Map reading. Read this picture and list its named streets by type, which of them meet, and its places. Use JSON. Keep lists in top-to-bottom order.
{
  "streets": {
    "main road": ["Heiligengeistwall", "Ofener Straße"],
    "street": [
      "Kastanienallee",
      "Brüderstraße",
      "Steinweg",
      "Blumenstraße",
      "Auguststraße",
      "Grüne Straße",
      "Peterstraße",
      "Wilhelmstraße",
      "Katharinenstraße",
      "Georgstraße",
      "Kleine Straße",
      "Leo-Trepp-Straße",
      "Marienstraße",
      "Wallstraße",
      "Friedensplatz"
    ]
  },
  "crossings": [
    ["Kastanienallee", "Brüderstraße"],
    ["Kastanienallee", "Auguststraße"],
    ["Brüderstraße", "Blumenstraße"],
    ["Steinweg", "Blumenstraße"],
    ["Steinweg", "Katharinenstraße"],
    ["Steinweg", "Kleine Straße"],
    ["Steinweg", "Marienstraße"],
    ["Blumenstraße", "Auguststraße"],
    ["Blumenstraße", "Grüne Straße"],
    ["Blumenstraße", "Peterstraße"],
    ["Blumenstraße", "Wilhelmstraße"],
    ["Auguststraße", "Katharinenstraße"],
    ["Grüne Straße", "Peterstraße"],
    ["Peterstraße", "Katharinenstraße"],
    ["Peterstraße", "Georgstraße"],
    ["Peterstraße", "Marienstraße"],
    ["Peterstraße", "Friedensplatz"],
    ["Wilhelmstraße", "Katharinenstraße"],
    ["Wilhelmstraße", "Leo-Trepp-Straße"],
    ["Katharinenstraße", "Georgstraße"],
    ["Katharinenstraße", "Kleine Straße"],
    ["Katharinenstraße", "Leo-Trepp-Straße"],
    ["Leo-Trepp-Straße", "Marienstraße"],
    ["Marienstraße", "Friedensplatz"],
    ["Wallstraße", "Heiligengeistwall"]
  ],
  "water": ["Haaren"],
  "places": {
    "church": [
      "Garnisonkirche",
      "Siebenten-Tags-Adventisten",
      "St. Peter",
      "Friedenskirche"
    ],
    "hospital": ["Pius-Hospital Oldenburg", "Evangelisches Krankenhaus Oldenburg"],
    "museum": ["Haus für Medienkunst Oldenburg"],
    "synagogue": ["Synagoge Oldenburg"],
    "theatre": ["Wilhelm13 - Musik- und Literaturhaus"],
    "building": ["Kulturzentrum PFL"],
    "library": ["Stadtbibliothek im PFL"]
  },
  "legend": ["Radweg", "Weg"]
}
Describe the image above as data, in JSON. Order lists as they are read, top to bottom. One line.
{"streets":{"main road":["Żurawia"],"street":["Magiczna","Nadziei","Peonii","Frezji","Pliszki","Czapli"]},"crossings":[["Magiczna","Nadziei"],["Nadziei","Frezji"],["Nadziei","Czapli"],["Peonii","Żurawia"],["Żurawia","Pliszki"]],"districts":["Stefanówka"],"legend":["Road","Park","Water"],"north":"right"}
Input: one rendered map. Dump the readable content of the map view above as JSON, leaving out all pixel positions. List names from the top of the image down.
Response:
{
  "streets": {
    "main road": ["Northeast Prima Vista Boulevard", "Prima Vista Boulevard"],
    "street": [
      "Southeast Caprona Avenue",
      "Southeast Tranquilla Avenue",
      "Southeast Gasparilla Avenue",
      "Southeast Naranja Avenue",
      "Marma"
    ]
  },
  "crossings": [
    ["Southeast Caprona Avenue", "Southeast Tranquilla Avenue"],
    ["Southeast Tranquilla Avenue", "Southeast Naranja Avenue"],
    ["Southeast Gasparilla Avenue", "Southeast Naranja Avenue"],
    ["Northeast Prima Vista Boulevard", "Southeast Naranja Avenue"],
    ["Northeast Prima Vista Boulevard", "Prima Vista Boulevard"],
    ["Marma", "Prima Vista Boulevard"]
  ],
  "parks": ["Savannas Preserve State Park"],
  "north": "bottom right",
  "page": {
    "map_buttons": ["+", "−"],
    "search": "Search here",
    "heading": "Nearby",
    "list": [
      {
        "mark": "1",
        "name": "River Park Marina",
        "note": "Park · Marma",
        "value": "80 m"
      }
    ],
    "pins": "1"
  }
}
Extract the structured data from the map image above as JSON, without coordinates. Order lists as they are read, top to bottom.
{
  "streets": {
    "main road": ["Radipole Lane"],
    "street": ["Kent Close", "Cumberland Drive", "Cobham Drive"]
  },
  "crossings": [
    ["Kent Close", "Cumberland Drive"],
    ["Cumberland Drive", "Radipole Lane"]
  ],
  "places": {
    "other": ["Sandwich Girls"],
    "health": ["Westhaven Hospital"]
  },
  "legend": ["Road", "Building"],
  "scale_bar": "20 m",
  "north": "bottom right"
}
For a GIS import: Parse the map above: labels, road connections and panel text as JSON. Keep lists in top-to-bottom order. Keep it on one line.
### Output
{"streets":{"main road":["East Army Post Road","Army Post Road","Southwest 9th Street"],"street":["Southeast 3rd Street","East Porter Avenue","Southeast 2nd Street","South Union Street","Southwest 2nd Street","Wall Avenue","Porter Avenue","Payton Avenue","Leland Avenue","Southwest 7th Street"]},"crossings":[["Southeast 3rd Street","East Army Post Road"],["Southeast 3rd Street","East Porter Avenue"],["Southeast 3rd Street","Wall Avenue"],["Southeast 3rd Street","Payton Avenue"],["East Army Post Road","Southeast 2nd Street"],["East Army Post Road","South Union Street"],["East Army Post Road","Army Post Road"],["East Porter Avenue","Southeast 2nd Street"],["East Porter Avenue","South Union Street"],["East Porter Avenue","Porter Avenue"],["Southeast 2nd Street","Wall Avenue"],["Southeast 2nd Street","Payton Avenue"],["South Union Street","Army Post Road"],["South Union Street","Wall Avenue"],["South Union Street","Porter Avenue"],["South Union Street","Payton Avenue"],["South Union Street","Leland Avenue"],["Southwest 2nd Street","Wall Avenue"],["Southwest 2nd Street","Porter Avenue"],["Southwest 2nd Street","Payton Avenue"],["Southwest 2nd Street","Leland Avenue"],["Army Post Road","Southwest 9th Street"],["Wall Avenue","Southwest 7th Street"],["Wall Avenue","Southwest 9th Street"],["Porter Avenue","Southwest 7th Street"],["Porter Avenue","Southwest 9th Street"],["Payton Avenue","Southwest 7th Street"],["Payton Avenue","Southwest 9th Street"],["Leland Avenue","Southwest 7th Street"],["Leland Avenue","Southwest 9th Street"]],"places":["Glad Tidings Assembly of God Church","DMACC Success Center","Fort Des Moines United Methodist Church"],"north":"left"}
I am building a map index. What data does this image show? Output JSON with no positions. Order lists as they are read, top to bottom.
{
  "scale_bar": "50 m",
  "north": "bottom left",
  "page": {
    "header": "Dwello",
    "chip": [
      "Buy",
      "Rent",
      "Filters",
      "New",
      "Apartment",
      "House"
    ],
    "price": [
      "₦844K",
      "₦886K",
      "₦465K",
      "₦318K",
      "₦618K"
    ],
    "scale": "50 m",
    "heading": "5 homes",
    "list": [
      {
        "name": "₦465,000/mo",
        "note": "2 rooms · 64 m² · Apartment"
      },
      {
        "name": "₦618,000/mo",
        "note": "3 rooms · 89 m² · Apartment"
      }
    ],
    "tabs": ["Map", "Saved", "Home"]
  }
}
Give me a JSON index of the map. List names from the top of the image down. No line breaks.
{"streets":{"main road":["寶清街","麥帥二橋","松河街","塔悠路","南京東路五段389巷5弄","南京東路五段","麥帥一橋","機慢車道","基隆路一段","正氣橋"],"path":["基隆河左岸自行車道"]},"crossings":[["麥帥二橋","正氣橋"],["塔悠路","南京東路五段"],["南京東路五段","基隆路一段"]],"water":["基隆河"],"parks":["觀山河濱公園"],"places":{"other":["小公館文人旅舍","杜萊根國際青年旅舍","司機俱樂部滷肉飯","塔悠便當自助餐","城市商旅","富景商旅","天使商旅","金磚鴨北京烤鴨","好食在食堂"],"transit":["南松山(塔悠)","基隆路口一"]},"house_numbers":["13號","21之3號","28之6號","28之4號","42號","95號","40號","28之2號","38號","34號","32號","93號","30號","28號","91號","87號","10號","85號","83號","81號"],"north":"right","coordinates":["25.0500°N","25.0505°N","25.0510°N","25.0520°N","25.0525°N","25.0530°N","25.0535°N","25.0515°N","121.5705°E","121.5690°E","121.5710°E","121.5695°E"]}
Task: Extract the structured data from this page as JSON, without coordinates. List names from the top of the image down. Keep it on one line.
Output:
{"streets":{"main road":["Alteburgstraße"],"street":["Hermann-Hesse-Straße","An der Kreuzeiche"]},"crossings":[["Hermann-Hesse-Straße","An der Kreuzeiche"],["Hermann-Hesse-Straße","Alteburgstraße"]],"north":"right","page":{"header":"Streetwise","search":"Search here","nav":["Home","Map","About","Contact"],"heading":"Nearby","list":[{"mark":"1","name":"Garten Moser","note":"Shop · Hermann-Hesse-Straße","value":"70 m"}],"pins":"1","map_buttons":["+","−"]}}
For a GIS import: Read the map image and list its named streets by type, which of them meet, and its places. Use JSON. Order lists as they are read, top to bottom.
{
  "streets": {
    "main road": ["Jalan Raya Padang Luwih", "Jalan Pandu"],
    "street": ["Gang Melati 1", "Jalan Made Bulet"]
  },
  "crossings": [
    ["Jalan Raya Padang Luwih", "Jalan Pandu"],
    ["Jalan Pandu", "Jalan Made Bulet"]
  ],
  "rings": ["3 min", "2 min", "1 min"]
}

TASK | Count the lines of the material above that contain the word "right", then give only that count.

RESULT BELOW | 5